At a separate educational session, Matthew Wright, founder and CEO at digital specification management company Specright, said that AI should “help you do your job better [and] faster.”
Putting it to use
For manufacturing, AI is a tool to increase equipment efficiencies and speed. It aids with predictive maintenance and minimizing downtime by identifying issues early or before they occur, and even proactively reprogramming equipment, Lomasky said.
AI helps humans with quality control or generating step-by-step training documents. It can also assist with generating customized product designs, such as for packaging, or devising new product ideas. Other areas of AI disruption include automated warehouses and robots, such as for moving packaged products in storage.
In addition, AI shows promise in the smart packaging space, Lomasky said. And AI-enabled systems can consume materials more efficiently, thus reducing waste and costs.
“Some of this has been out there for a while, but AI is going to take it to the next level,” Lomasky said. “The idea isn't that AI can do 100% of the work for you. But if it does three-quarters of the heavy lifting, you can just review it.”
Despite the potential in the packaging space, “we really haven’t seen a tremendous effect” there yet because of the vastness and complicated nature of the datasets, Wright said. “Packaging is the hardest piece to corral. ... If you think about the complexity of the data structure in packaging, it’s infinite — especially as packaging changes and becomes more sustainable.”
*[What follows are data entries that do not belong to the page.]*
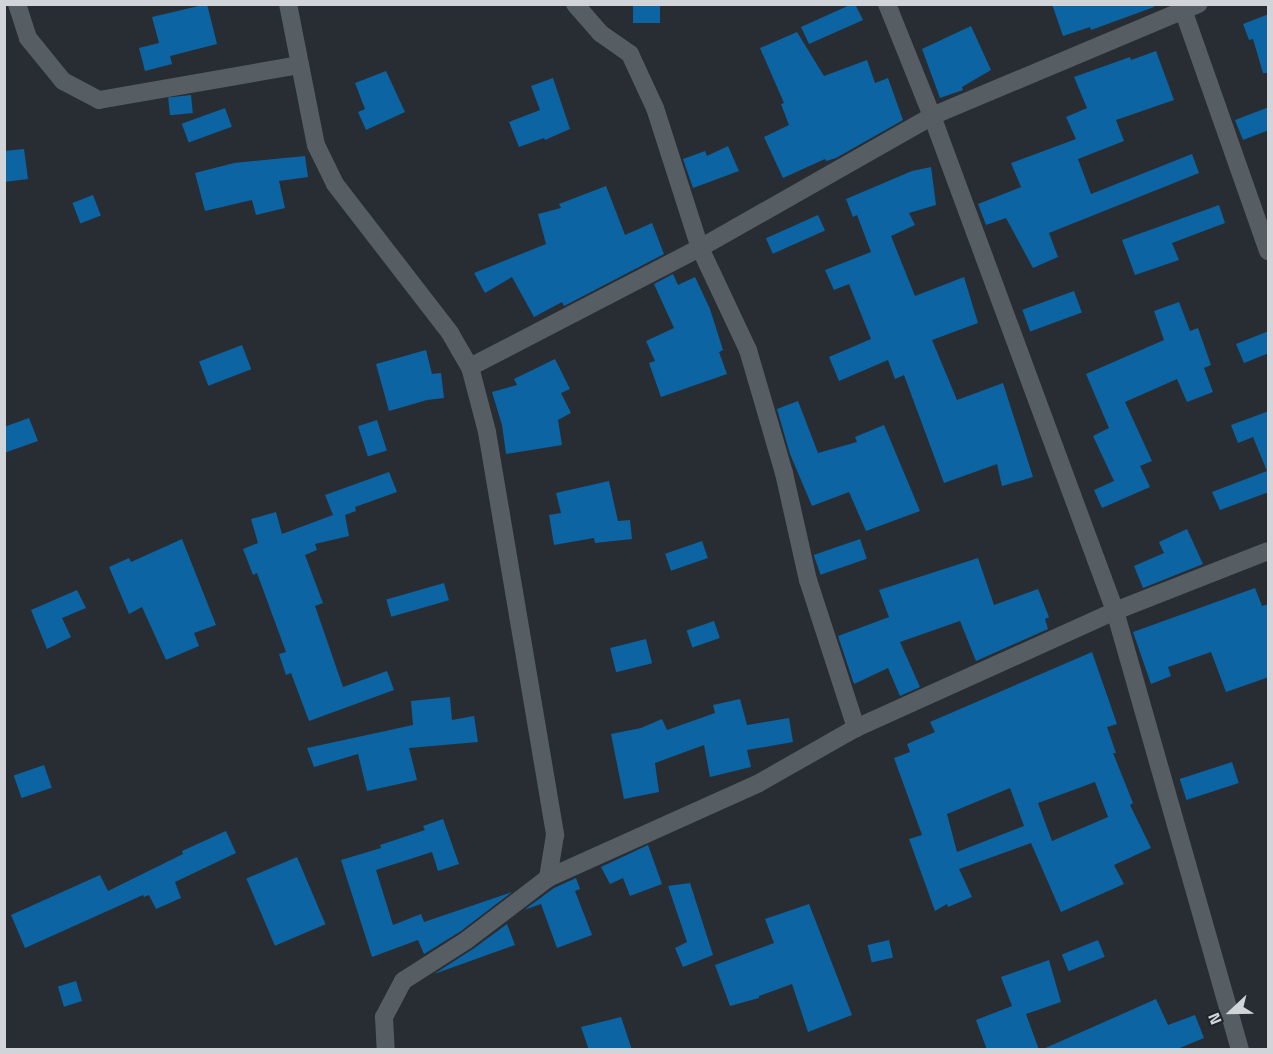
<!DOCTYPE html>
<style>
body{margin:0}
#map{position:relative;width:1273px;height:1054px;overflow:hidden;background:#282d33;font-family:"Titillium Web",sans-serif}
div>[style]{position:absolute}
.building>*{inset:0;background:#0c64a3;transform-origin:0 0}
.street>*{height:18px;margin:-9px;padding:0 9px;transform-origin:9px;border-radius:9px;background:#565d63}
span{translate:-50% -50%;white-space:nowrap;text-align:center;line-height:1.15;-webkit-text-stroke:5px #1e2429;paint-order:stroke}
.frame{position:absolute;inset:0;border:6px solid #d1d5d9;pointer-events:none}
.north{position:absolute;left:1201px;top:982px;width:60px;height:60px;-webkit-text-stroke:4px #1e2429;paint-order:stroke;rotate:248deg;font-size:16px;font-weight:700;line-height:24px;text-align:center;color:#d1d5d9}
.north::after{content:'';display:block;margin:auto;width:21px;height:27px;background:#d1d5d9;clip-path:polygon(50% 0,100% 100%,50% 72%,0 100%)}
</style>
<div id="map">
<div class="building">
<i style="clip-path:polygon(207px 4px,217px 44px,170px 56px,172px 64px,145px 71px,139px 48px,159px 43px,152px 17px)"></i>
<i style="left:633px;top:4px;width:27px;height:19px"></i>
<i style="clip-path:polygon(852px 4px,855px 4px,863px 20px,809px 44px,801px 27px)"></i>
<i style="clip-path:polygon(1052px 4px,1153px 4px,1154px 7px,1091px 30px,1090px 27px,1063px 36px)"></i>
<i style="clip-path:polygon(1269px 14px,1269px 73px,1263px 73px,1253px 39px,1249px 40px,1243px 24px)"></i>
<i style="clip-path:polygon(971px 26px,991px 70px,962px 87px,963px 90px,940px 98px,922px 49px)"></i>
<i style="clip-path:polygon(797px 32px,824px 76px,867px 60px,875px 83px,888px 78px,903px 120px,836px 158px,826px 161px,825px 159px,783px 178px,764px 137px,789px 125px,781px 104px,784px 103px,760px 48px)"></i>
<i style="clip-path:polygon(1156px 51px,1174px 100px,1116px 120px,1124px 141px,1078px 159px,1091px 194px,1192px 154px,1199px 173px,1049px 233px,1058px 257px,1033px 268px,1006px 218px,986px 225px,978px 204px,1021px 187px,1011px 163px,1076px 139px,1066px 117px,1087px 108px,1074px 77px,1130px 57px,1131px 60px)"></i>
<i style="clip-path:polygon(386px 71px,405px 112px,366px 130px,358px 112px,365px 109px,355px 83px)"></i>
<i style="clip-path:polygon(553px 78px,570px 129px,545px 140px,544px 138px,519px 147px,509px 122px,540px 110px,531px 86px)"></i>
<i style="left:191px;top:95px;width:18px;height:23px;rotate:84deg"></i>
<i style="clip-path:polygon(1269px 107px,1269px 130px,1243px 140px,1235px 120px)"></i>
<i style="left:225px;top:108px;width:20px;height:46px;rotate:70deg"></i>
<i style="clip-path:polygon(728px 146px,739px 171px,693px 188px,683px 159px,705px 151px,707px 156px)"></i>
<i style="clip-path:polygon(24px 149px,28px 179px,4px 182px,4px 151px)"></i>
<i style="clip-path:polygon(305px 156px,308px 177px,279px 181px,285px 208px,256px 215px,252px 200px,205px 211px,195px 173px,234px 163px)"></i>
<i style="clip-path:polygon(931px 167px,936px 205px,909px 213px,915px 225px,891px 236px,915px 296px,964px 277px,978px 323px,932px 340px,957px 400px,1003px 383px,1033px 477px,1002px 486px,997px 464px,944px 483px,904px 375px,895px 379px,888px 360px,839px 381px,829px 357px,871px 339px,849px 284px,834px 290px,825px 270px,871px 252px,857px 215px,853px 217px,846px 199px,912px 171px)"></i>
<i style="clip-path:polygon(606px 186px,625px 235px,652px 223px,664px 254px,564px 306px,562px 302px,534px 317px,512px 277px,485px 293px,474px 273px,546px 244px,538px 214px,561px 208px,559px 204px)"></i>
<i style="left:93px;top:195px;width:22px;height:22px;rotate:69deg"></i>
<i style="clip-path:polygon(1219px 205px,1225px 223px,1172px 243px,1179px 260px,1135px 275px,1122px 240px)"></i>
<i style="left:818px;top:215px;width:17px;height:57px;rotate:66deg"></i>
<i style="clip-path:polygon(673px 274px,678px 285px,695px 277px,710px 309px,723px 350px,719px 352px,727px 374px,661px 397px,649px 363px,655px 361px,646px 341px,674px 328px,654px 284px)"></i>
<i style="left:1074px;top:291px;width:23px;height:55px;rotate:70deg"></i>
<i style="clip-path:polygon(1179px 302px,1190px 331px,1198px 328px,1211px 365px,1204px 368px,1213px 392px,1187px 402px,1177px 379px,1125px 402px,1152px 461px,1140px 466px,1150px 487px,1102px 508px,1094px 490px,1114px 481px,1093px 436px,1109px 428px,1086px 374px,1164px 340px,1154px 311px)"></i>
<i style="clip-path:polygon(1269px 331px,1269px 353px,1244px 363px,1236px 344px)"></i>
<i style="left:242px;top:345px;width:26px;height:46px;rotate:69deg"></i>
<i style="clip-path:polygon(426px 350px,432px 374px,441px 373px,444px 398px,427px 400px,389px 411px,376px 364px)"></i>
<i style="clip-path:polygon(555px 359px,570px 389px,561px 393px,571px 413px,558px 420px,562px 445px,506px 454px,502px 425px,492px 392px,517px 385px,514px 379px)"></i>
<i style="clip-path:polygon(798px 401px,818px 453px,857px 442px,855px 437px,884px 425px,920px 511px,866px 531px,849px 492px,812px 506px,790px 454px,777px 409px)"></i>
<i style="clip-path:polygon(1269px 411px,1269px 492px,1220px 510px,1212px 492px,1267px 471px,1253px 437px,1238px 443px,1231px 425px)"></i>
<i style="clip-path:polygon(29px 418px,38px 441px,4px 453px,4px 427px)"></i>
<i style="left:377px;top:420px;width:32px;height:20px;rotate:72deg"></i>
<i style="clip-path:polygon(389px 472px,397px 492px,355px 507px,356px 511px,345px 515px,349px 536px,315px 544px,317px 550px,305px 555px,323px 603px,315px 606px,343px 687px,387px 671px,394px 690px,309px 721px,291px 673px,286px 675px,279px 654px,286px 652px,257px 573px,253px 575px,243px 549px,258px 543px,251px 519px,276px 512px,282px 534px,333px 515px,325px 495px)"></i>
<i style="clip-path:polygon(609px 481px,618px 521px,630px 520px,632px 539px,595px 543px,594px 538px,554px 545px,549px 515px,561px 513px,556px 493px)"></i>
<i style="clip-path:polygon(1187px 529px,1203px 564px,1143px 588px,1134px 566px,1164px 553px,1159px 542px)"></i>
<i style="clip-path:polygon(182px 539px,216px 625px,194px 633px,199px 646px,166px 660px,142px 607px,129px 614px,109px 567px,129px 558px,131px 562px)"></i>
<i style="left:860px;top:539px;width:21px;height:49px;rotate:71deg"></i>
<i style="left:702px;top:541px;width:18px;height:39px;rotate:71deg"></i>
<i style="clip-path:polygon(978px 558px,994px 605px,1038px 589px,1049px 617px,1045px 619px,1048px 629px,976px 661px,960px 621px,900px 642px,920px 687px,900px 696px,888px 668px,854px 684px,838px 636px,889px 617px,879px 590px)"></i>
<i style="left:444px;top:583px;width:18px;height:60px;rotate:74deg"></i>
<i style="clip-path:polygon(1255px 588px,1262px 606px,1269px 604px,1269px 677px,1226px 692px,1211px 652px,1168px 667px,1171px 676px,1151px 684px,1133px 632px)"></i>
<i style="clip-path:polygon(77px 590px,86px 608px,62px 618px,71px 637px,47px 649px,31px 610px)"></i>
<i style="left:714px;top:621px;width:18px;height:29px;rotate:71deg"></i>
<i style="left:646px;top:639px;width:25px;height:37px;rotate:76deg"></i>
<i style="clip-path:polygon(evenodd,1092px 652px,1117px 724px,1107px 727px,1116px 753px,1113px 753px,1133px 803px,1130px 805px,1151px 848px,1114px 865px,1124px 884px,1061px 912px,1031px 843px,959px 869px,972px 897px,948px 907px,947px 904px,935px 911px,909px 839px,922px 835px,894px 758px,910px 752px,907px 744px,935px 732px,930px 722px,1092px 652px,1095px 782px,1108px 817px,1052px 841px,1038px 803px,1095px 782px,1092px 652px,1010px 788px,1024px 826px,957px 852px,947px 814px,1010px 788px)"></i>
<i style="clip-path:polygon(450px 697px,452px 720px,474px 716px,478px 742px,409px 748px,417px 780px,367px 791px,358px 754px,314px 767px,307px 748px,413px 725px,411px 701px)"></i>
<i style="clip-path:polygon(740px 699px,747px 725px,789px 718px,793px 742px,747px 750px,751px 767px,710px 777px,704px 745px,655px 763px,659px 792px,624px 799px,611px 734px,641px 728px,662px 719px,667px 730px,715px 713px,713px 705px)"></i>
<i style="left:1232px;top:762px;width:22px;height:55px;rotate:72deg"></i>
<i style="left:44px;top:765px;width:24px;height:32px;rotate:71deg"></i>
<i style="clip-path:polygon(443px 819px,459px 864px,438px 871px,432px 852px,376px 870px,393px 925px,421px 914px,424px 922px,512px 892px,461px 931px,424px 954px,418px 940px,372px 957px,341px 860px,381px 848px,380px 845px,425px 830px,423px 826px)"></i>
<i style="clip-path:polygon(226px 831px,236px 853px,175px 882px,181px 898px,156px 909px,149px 895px,144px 897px,143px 895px,25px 948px,11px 915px,100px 875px,108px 891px,183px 854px,182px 851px)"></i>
<i style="clip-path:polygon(648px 845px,662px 884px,630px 896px,623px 878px,610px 884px,601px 867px)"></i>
<i style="left:297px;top:857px;width:73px;height:55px;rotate:67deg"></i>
<i style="clip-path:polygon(576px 878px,580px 889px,575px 891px,592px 935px,557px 948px,541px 904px,524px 910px,554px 888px)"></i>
<i style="clip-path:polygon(690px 883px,713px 955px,683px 967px,675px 948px,687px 942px,668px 886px)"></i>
<i style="clip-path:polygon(809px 904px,852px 1015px,808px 1032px,792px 984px,759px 996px,759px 998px,730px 1006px,715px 965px,774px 943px,765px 919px)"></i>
<i style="clip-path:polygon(507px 924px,515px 945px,434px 974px,473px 949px)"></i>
<i style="left:889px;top:940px;width:18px;height:22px;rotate:77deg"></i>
<i style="left:1098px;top:940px;width:18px;height:39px;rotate:68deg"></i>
<i style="clip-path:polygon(1049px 960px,1061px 1002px,1026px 1014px,1039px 1050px,987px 1050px,976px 1020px,1012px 1006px,1001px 977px)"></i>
<i style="left:76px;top:981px;width:21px;height:19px;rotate:73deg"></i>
<i style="clip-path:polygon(1156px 999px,1168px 1025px,1195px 1015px,1204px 1038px,1175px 1050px,1041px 1050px)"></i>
<i style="clip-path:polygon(621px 1017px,632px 1050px,589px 1050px,581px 1027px)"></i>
</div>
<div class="street">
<i style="left:17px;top:4px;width:36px;rotate:72deg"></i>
<i style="left:28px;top:38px;width:55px;rotate:50.9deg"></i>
<i style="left:63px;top:81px;width:41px;rotate:27.8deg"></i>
<i style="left:99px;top:100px;width:204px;rotate:-9.9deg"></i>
<i style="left:288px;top:4px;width:144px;rotate:78.8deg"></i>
<i style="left:316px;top:145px;width:43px;rotate:64deg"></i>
<i style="left:335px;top:184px;width:188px;rotate:52.3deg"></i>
<i style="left:450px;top:333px;width:39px;rotate:60deg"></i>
<i style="left:470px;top:367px;width:67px;rotate:75.3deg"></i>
<i style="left:487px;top:432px;width:409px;rotate:80.4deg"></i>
<i style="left:555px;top:835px;width:44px;rotate:99.2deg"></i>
<i style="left:548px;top:878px;width:102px;rotate:142.6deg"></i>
<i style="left:467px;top:940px;width:76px;rotate:147.4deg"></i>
<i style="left:403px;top:981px;width:41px;rotate:117.8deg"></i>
<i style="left:384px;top:1017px;width:33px;rotate:87deg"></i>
<i style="left:575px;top:4px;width:38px;rotate:49deg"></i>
<i style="left:600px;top:33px;width:37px;rotate:35deg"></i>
<i style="left:630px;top:54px;width:60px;rotate:65.2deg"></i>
<i style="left:655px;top:108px;width:147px;rotate:72.2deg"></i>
<i style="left:700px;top:248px;width:113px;rotate:64.8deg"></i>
<i style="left:748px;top:350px;width:128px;rotate:73.7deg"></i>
<i style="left:784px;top:473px;width:110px;rotate:77.4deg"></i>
<i style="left:808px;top:580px;width:156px;rotate:72deg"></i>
<i style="left:887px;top:4px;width:121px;rotate:68.1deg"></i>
<i style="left:932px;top:116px;width:528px;rotate:69.71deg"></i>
<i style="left:1115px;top:611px;width:456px;rotate:74.1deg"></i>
<i style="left:1181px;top:4px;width:262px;rotate:70.6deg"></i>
<i style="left:470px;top:367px;width:259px;rotate:-27.4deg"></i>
<i style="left:700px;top:248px;width:267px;rotate:-29.6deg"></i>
<i style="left:932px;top:116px;width:289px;rotate:-22.8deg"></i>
<i style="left:548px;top:878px;width:231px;rotate:-24.2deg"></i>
<i style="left:759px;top:783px;width:112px;rotate:-29.6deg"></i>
<i style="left:856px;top:728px;width:284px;rotate:-24.3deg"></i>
<i style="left:1115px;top:611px;width:164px;rotate:-21.4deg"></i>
</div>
<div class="frame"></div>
<div class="north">N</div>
</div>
When using AI the most important step is to capture and structure the data correctly, he said, and another important aspect is that “everybody’s got to standardize it the same way. All the financial institutions standardize their data. ... We have to figure out how to do that with packaging to get output that is as clean as possible,” Wright said.
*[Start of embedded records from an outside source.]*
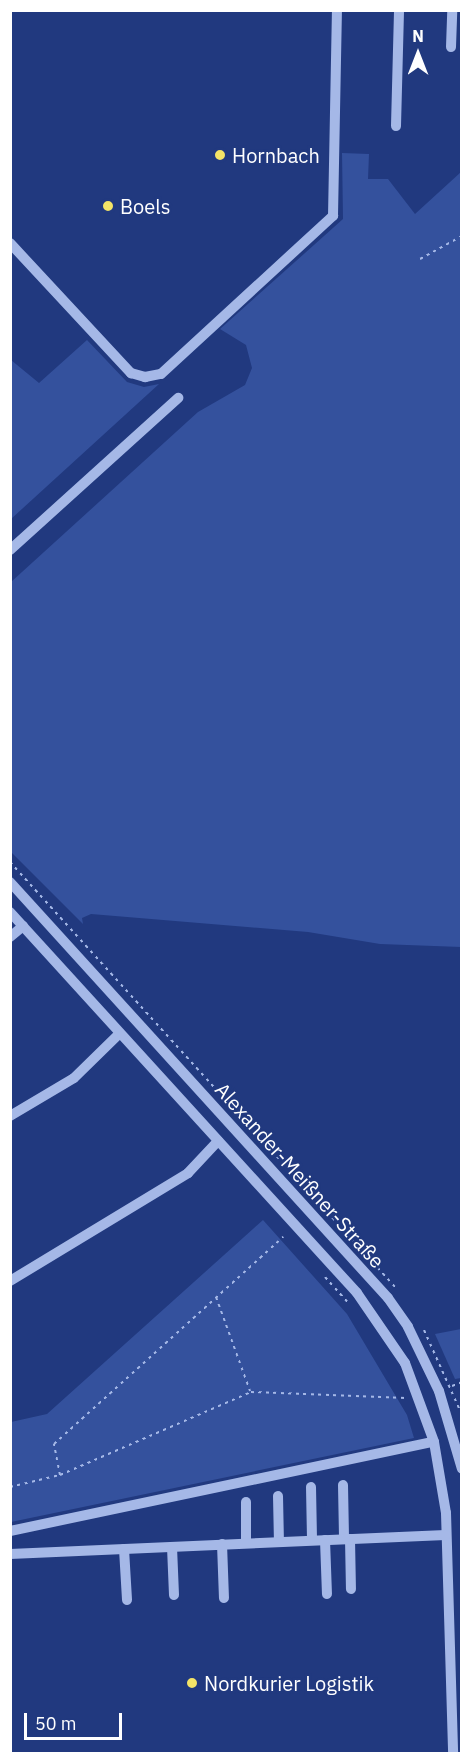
<!DOCTYPE html>
<meta charset="utf-8">
<style>
body{margin:0}
#map{position:relative;width:472px;height:1764px;overflow:hidden;background:#21397f;font-family:"IBM Plex Sans",sans-serif}
div>[style]{position:absolute}
[style*='--x']{left:calc(var(--x)*1px);top:calc(var(--y)*1px);width:calc(var(--w)*1px);rotate:calc(var(--a)*1deg)}
.green>*{inset:0;background:#34519d}
.path>*{height:2px;margin-top:-1px;transform-origin:0;background:repeating-linear-gradient(90deg,#a5b8e7 0 3px,transparent 0 7.5px)}
.minor>*{height:10px;margin:-5px;padding:0 5px;transform-origin:5px;border-radius:5px;background:#a5b8e7}
.dots>*{width:16px;height:16px;translate:-50% -50%;box-sizing:border-box;border:3px solid #21397f;border-radius:50%}
span{translate:-50% -50%;white-space:nowrap;text-align:center;line-height:1.15;-webkit-text-stroke:5px #21397f;paint-order:stroke}
.poi-label{font-size:20px;color:#fff}
.left{translate:0 -50%;text-align:left}
.street-label{font-size:20px;color:#fff}
.frame{position:absolute;inset:0;border:12px solid #fff;pointer-events:none}
.north{position:absolute;left:388px;top:24px;width:60px;height:60px;-webkit-text-stroke:4px #21397f;paint-order:stroke;rotate:0deg;font-size:16px;font-weight:700;line-height:24px;text-align:center;color:#fff}
.north::after{content:'';display:block;margin:auto;width:21px;height:27px;background:#fff;clip-path:polygon(50% 0,100% 100%,50% 72%,0 100%)}
.scale{position:absolute;left:24px;top:1713px;width:98px;height:27px;box-sizing:border-box;border:3px solid #fff;border-top:0;padding-left:8px;font-size:18px;line-height:21px;white-space:nowrap;color:#fff;-webkit-text-stroke:4px #21397f;paint-order:stroke}
</style>
<div id="map">
<div class="green">
<div style="clip-path:polygon(342px 153px,369px 154px,368px 179px,388px 179px,415px 214px,461px 172px,461px 947px,380px 944px,308px 932px,91px 914px,82px 918px,83px 924px,11px 852px,11px 582px,198px 412px,245px 385px,252px 368px,246px 345px,220px 329px,343px 219px)"></div>
<div style="clip-path:polygon(87px 340px,127px 382px,144px 387px,159px 384px,11px 519px,11px 360px,39px 383px)"></div>
<div style="clip-path:polygon(263px 1220px,347px 1314px,407px 1415px,414px 1438px,11px 1522px,11px 1422px,47px 1414px)"></div>
<div style="clip-path:polygon(461px 1329px,461px 1378px,455px 1379px,435px 1334px)"></div>
</div>
<div class="path">
<div style="--x:420;--y:259;--w:48;--a:-28.7"></div>
<div style="--x:10;--y:862;--w:575;--a:47.82"></div>
<div style="--x:325;--y:1277;--w:36;--a:48"></div>
<div style="--x:216;--y:1297;--w:100;--a:70.1"></div>
<div style="--x:424;--y:1330;--w:93;--a:65.9"></div>
<div style="--x:452;--y:1386;--w:11;--a:-22"></div>
<div style="--x:60;--y:1475;--w:32;--a:-101"></div>
<div style="--x:54;--y:1444;--w:309;--a:-42.1"></div>
<div style="--x:10;--y:1487;--w:51;--a:-13.5"></div>
<div style="--x:60;--y:1475;--w:208;--a:-23.5"></div>
<div style="--x:251;--y:1392;--w:155;--a:2.2"></div>
</div>
<div class="minor">
<div style="--x:451;--y:47;--w:37;--a:-88"></div>
<div style="--x:396;--y:126;--w:116;--a:-88.5"></div>
<div style="--x:10;--y:243;--w:178;--a:47.1"></div>
<div style="--x:131;--y:373;--w:15;--a:16"></div>
<div style="--x:145;--y:377;--w:16;--a:-11"></div>
<div style="--x:161;--y:374;--w:234;--a:-42.6"></div>
<div style="--x:333;--y:216;--w:206;--a:-88.9"></div>
<div style="--x:10;--y:550;--w:227;--a:-42.1"></div>
<div style="--x:10;--y:882;--w:562;--a:47.74"></div>
<div style="--x:388;--y:1298;--w:35;--a:55"></div>
<div style="--x:408;--y:1327;--w:71;--a:64.2"></div>
<div style="--x:439;--y:1391;--w:81;--a:73.6"></div>
<div style="--x:10;--y:912;--w:515;--a:47.67"></div>
<div style="--x:357;--y:1293;--w:85;--a:55.6"></div>
<div style="--x:405;--y:1363;--w:84;--a:69.8"></div>
<div style="--x:434;--y:1442;--w:72;--a:80.4"></div>
<div style="--x:446;--y:1513;--w:241;--a:88.3"></div>
<div style="--x:10;--y:937;--w:17;--a:-40"></div>
<div style="--x:10;--y:1116;--w:74;--a:-30.7"></div>
<div style="--x:74;--y:1078;--w:64;--a:-44.4"></div>
<div style="--x:10;--y:1281;--w:208;--a:-31.2"></div>
<div style="--x:188;--y:1173;--w:44;--a:-46.8"></div>
<div style="--x:343;--y:1485;--w:54;--a:88.9"></div>
<div style="--x:311;--y:1487;--w:53;--a:88.9"></div>
<div style="--x:278;--y:1496;--w:46;--a:88.8"></div>
<div style="--x:246;--y:1502;--w:41;--a:90"></div>
<div style="--x:10;--y:1531;--w:433;--a:-11.9"></div>
<div style="--x:350;--y:1539;--w:50;--a:88.9"></div>
<div style="--x:325;--y:1540;--w:54;--a:87.9"></div>
<div style="--x:222;--y:1544;--w:54;--a:87.9"></div>
<div style="--x:172;--y:1547;--w:48;--a:87.6"></div>
<div style="--x:124;--y:1549;--w:51;--a:86.6"></div>
<div style="--x:10;--y:1554;--w:436;--a:-2.5"></div>
</div>
<div class="dots">
<div style="left:220px;top:155px;background:#f4e467"></div>
<div style="left:108px;top:206px;background:#f4e467"></div>
<div style="left:192px;top:1683px;background:#f4e467"></div>
</div>
<div class="poi-label">
<span class="left" style="left:232px;top:155px">Hornbach</span>
<span class="left" style="left:120px;top:206px">Boels</span>
<span class="left" style="left:204px;top:1683px">Nordkurier Logistik</span>
</div>
<div class="street-label">
<span style="left:300px;top:1175px;rotate:48deg">Alexander-Meißner-Straße</span>
</div>
<div class="frame"></div>
<div class="north">N</div>
<div class="scale">50 m</div>
</div>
He shot down a common belief that incorporating the tool into every system from the start is a best practice. Instead, Wright and Lomasky both recommended starting small, learning the system and then adding capabilities over time.
“Technology used to be that you had to get it right the first time or it would be difficult to fix,” Wright said. “But technology today ebbs and flows, it grows constantly,” meaning systems can grow and be fixed easily.
AI discussions at Pack Expo heavily skewed toward benefits of using such technology. But they often returned to the fact that the field is nascent and users must take measures to ensure proper and secure technology use without unintended negative consequences.
AI systems can spit out a lot of skewed or incorrect information, speakers said. For one, the conclusions that AI systems draw could be based on legacy or incomplete data inputs, which results in faulty or lacking outputs. For this and a plethora of other reasons, speakers stressed the importance of monitoring AI systems’ work, especially in the early stages, and reviewing any outputs before using them.
Another crucial element is implementing strong security controls. Just as with other IT systems, robust controls include strong passwords, multifactor authentication and not inputting people’s personal information or proprietary data.
Speakers also recommended robust training on how to use AI tools and what employees can and can’t use them for. The first step is to establish a documented AI policy — which can change over time as the technology and use cases evolve.
“With the internet of things and the ability to interconnect pretty much everything, you’re only going to want to be more careful ... about what vulnerabilities you have when you’re implementing AI,” Lomasky said.
Speakers said that in the future, packaging companies will be among the broad array of employers that expect their workforce to be skilled in using AI tools to get better business outcomes.
“I’ve never been more excited about the future,” Wright said.